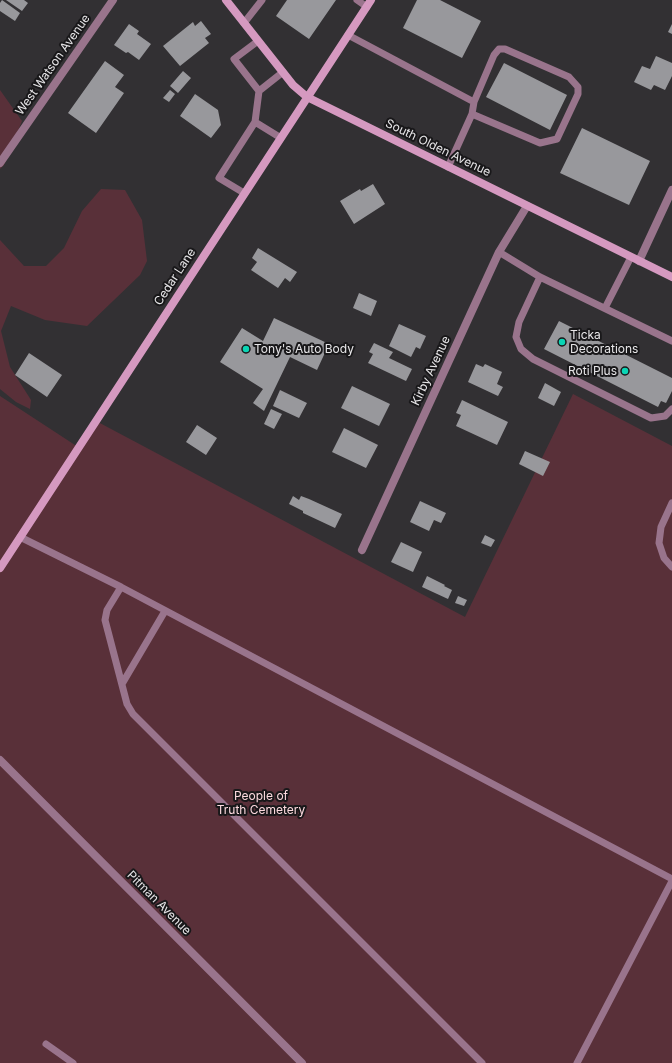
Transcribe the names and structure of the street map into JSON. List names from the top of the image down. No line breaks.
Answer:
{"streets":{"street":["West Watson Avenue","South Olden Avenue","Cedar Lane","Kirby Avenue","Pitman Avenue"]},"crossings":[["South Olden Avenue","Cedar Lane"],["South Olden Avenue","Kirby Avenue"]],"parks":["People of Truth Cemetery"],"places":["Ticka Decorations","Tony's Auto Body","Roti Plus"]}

-*-

### WORK REQUEST
Output the material word for word. Pictures do not go in.

### RESULT OF THE EXERCISE
Transcribe the names and structure of the street map into JSON. List names from the top of the image down. No line breaks.
Answer:
{"streets":{"street":["West Watson Avenue","South Olden Avenue","Cedar Lane","Kirby Avenue","Pitman Avenue"]},"crossings":[["South Olden Avenue","Cedar Lane"],["South Olden Avenue","Kirby Avenue"]],"parks":["People of Truth Cemetery"],"places":["Ticka Decorations","Tony's Auto Body","Roti Plus"]}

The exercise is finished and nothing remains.